§ **EXERCISE**: An exact copy of the records is required, minus the pictures they hold.

§ **MATERIAL FOR THE TASK**:
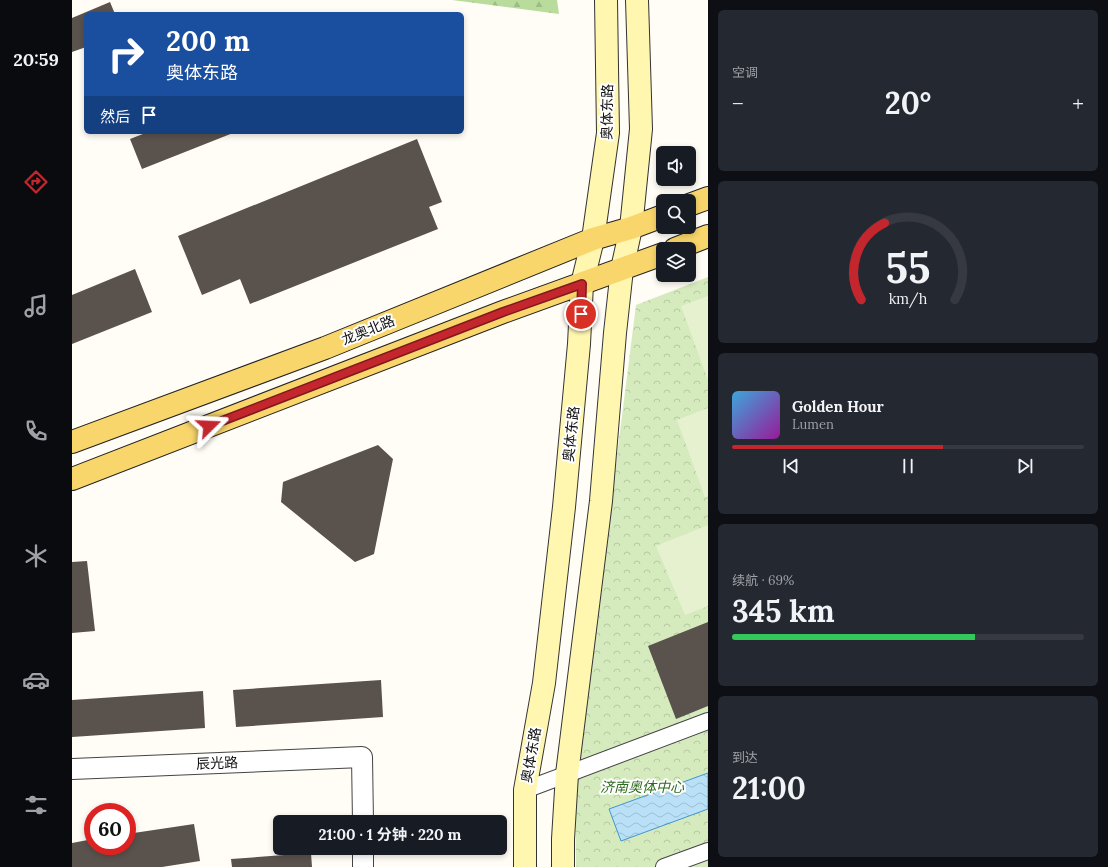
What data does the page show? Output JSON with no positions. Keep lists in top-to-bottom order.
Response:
{
  "streets": {
    "main road": ["奥体东路", "龙奥北路"],
    "street": ["辰光路"]
  },
  "crossings": [
    ["奥体东路", "龙奥北路"]
  ],
  "parks": ["济南奥体中心"],
  "page": {
    "tabs": "20:59",
    "tile": [
      "空调",
      ["续航 · 69%", "345 km"],
      ["到达", "21:00"]
    ],
    "turn": ["200 m", "奥体东路"],
    "heat": ["−", "20°", "+"],
    "then": "然后",
    "song": ["Golden Hour", "Lumen"],
    "limit": "60",
    "trip": "21:00 · 1 分钟 · 220 m",
    "gauge": ["55", "km/h"]
  }
}
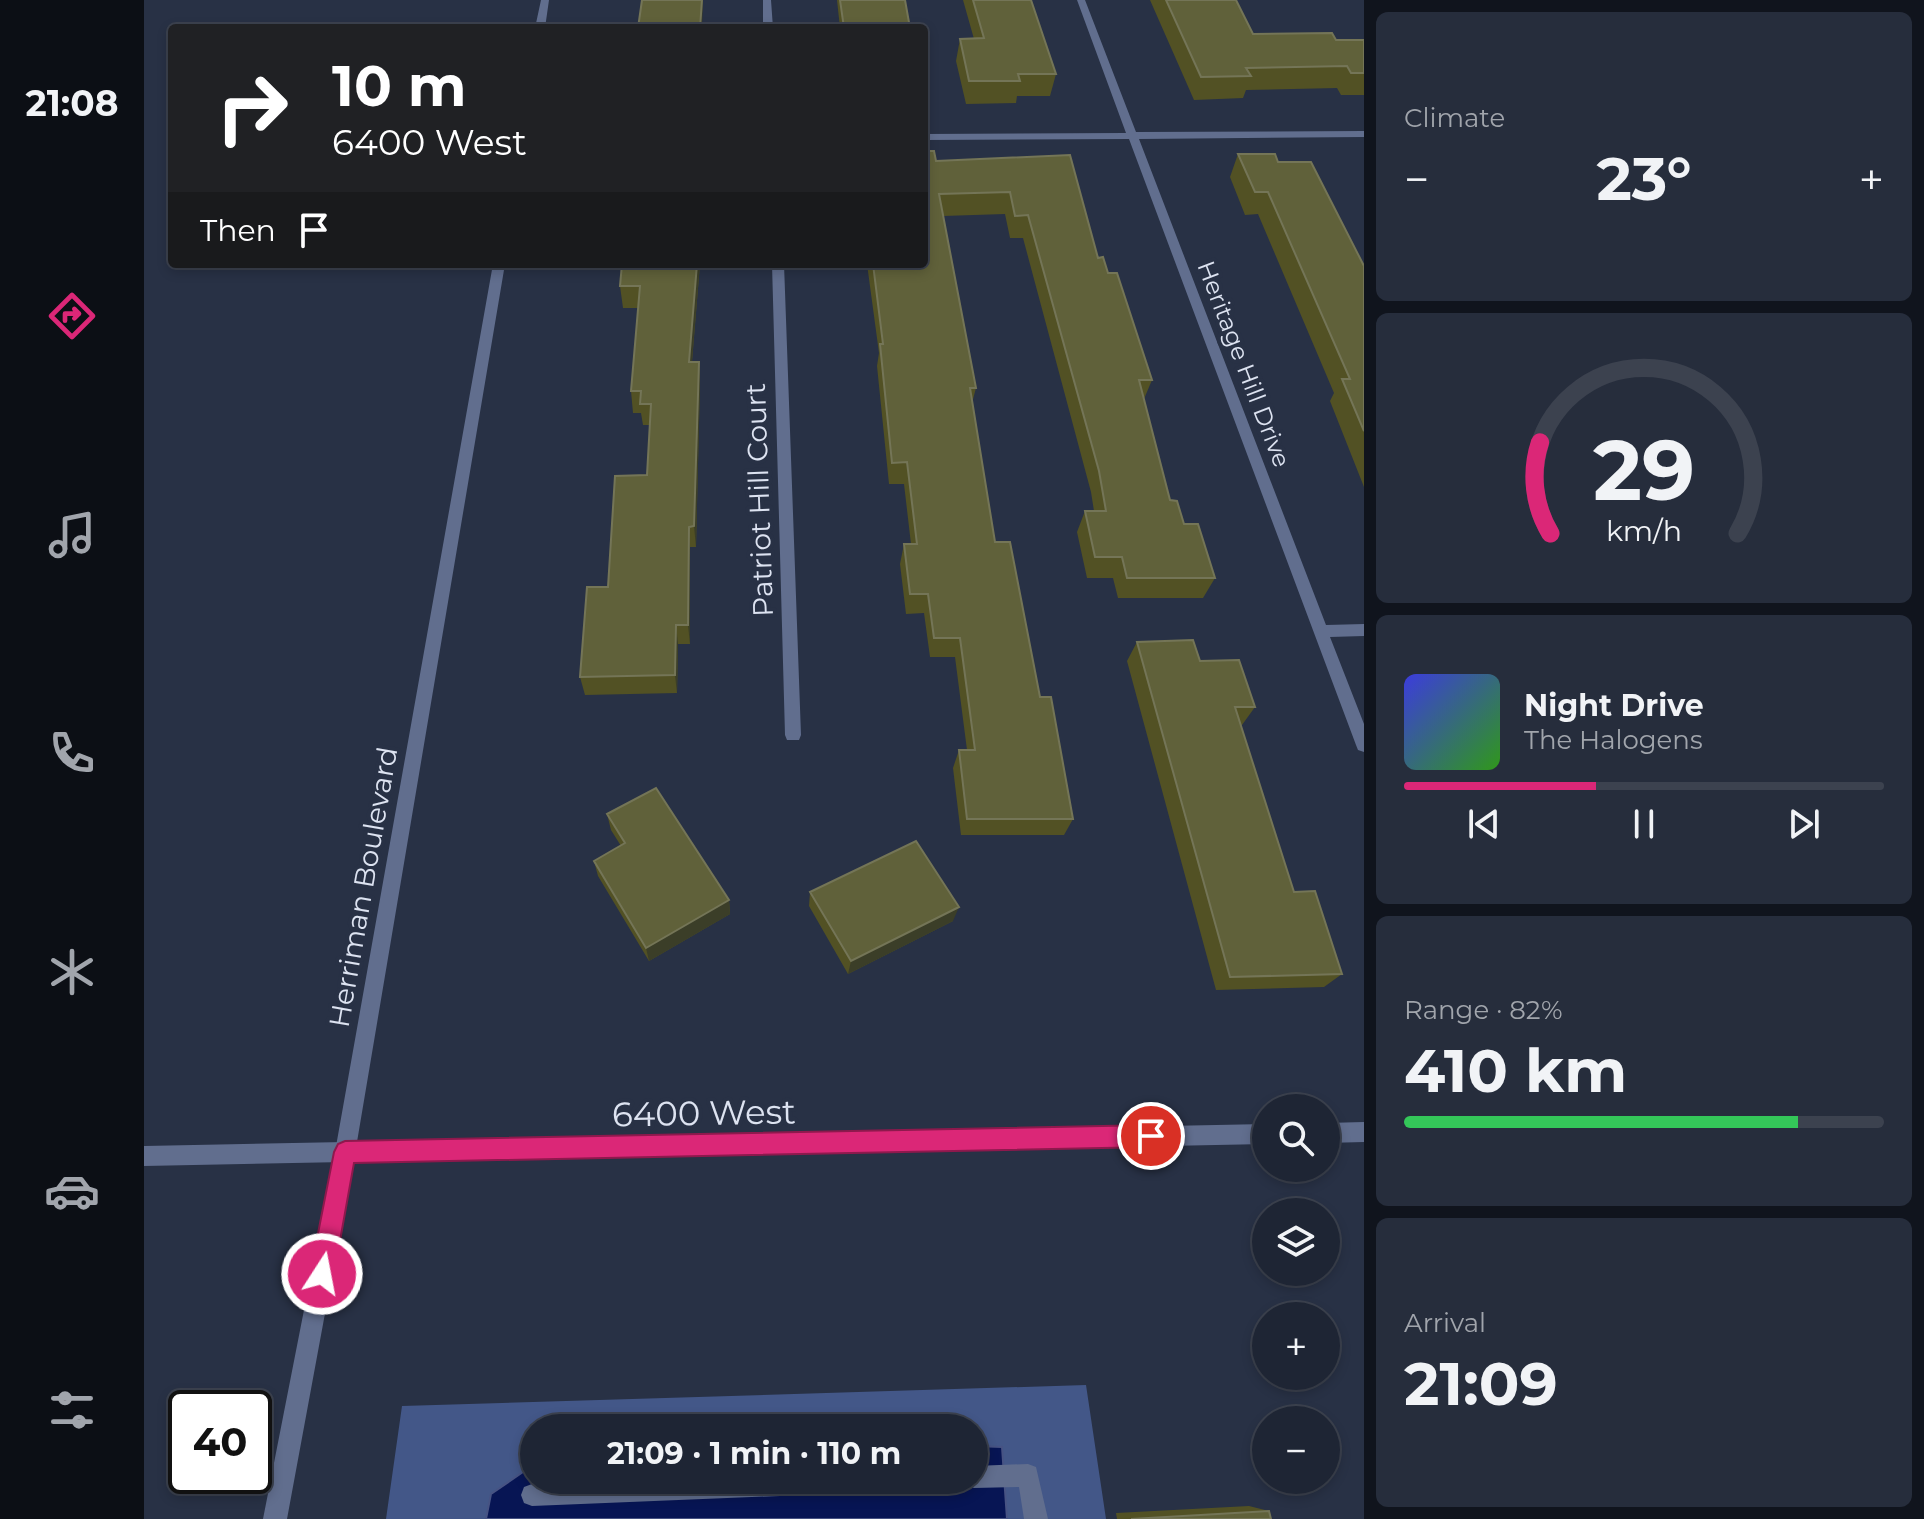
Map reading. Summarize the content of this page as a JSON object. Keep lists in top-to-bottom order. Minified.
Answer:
{"streets":{"street":["Heritage Hill Drive","Patriot Hill Court","Herriman Boulevard","6400 West"]},"crossings":[["Herriman Boulevard","6400 West"]],"page":{"tabs":"21:08","tile":["Climate",["Range · 82%","410 km"],["Arrival","21:09"]],"turn":["10 m","6400 West"],"heat":["−","23°","+"],"then":"Then","song":["Night Drive","The Halogens"],"map_buttons":["+","−"],"limit":"40","trip":"21:09 · 1 min · 110 m","gauge":["29","km/h"]}}
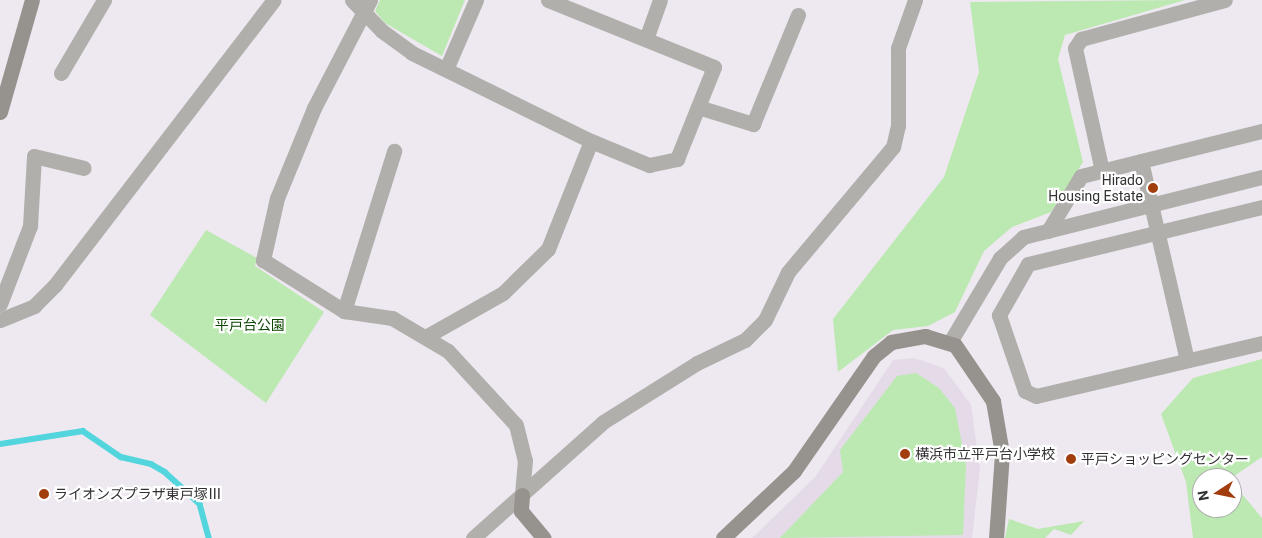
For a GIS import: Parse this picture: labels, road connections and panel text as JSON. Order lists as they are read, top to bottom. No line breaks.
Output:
{"parks":["平戸台公園"],"places":["Hirado Housing Estate","横浜市立平戸台小学校","平戸ショッピングセンター","ライオンズプラザ東戸塚Ⅲ"],"north":"left"}
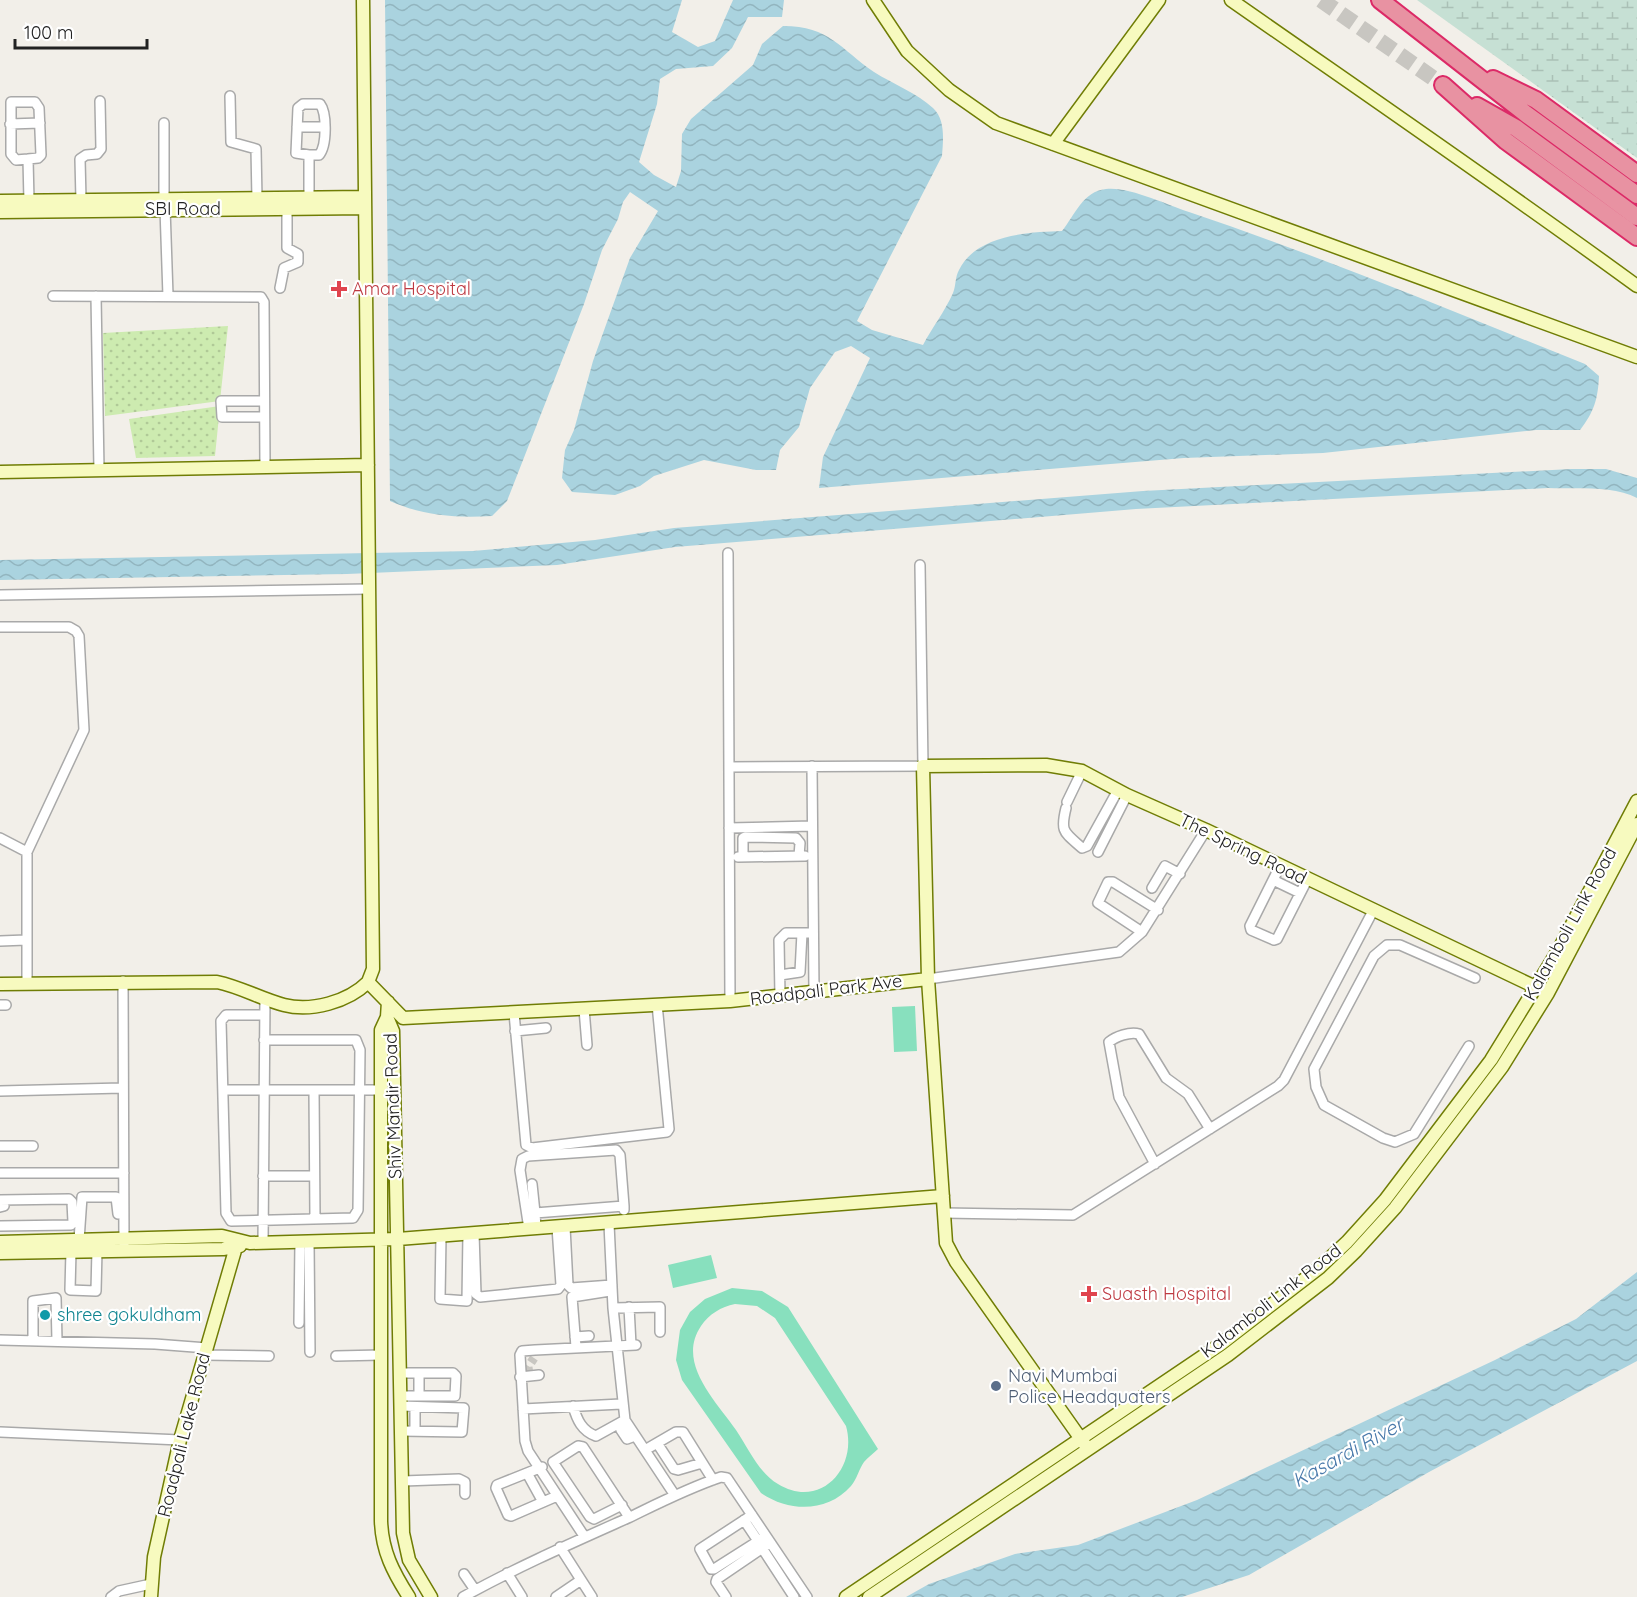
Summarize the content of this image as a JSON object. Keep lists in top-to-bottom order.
{
  "streets": {
    "street": [
      "SBI Road",
      "The Spring Road",
      "Kalamboli Link Road",
      "Roadpali Park Ave",
      "Shiv Mandir Road",
      "Roadpali Lake Road"
    ]
  },
  "crossings": [
    ["The Spring Road", "Kalamboli Link Road"],
    ["The Spring Road", "Roadpali Park Ave"]
  ],
  "water": ["Kasardi River"],
  "places": {
    "health": ["Amar Hospital", "Suasth Hospital"],
    "other": ["shree gokuldham", "Navi Mumbai Police Headquaters"]
  },
  "scale_bar": "100 m"
}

§ **COMPLETED TASK**:
What data does the page show? Output JSON with no positions. Keep lists in top-to-bottom order.
Response:
{
  "streets": {
    "main road": ["奥体东路", "龙奥北路"],
    "street": ["辰光路"]
  },
  "crossings": [
    ["奥体东路", "龙奥北路"]
  ],
  "parks": ["济南奥体中心"],
  "page": {
    "tabs": "20:59",
    "tile": [
      "空调",
      ["续航 · 69%", "345 km"],
      ["到达", "21:00"]
    ],
    "turn": ["200 m", "奥体东路"],
    "heat": ["−", "20°", "+"],
    "then": "然后",
    "song": ["Golden Hour", "Lumen"],
    "limit": "60",
    "trip": "21:00 · 1 分钟 · 220 m",
    "gauge": ["55", "km/h"]
  }
}
Map reading. Summarize the content of this page as a JSON object. Keep lists in top-to-bottom order. Minified.
Answer:
{"streets":{"street":["Heritage Hill Drive","Patriot Hill Court","Herriman Boulevard","6400 West"]},"crossings":[["Herriman Boulevard","6400 West"]],"page":{"tabs":"21:08","tile":["Climate",["Range · 82%","410 km"],["Arrival","21:09"]],"turn":["10 m","6400 West"],"heat":["−","23°","+"],"then":"Then","song":["Night Drive","The Halogens"],"map_buttons":["+","−"],"limit":"40","trip":"21:09 · 1 min · 110 m","gauge":["29","km/h"]}}
For a GIS import: Parse this picture: labels, road connections and panel text as JSON. Order lists as they are read, top to bottom. No line breaks.
Output:
{"parks":["平戸台公園"],"places":["Hirado Housing Estate","横浜市立平戸台小学校","平戸ショッピングセンター","ライオンズプラザ東戸塚Ⅲ"],"north":"left"}
Summarize the content of this image as a JSON object. Keep lists in top-to-bottom order.
{
  "streets": {
    "street": [
      "SBI Road",
      "The Spring Road",
      "Kalamboli Link Road",
      "Roadpali Park Ave",
      "Shiv Mandir Road",
      "Roadpali Lake Road"
    ]
  },
  "crossings": [
    ["The Spring Road", "Kalamboli Link Road"],
    ["The Spring Road", "Roadpali Park Ave"]
  ],
  "water": ["Kasardi River"],
  "places": {
    "health": ["Amar Hospital", "Suasth Hospital"],
    "other": ["shree gokuldham", "Navi Mumbai Police Headquaters"]
  },
  "scale_bar": "100 m"
}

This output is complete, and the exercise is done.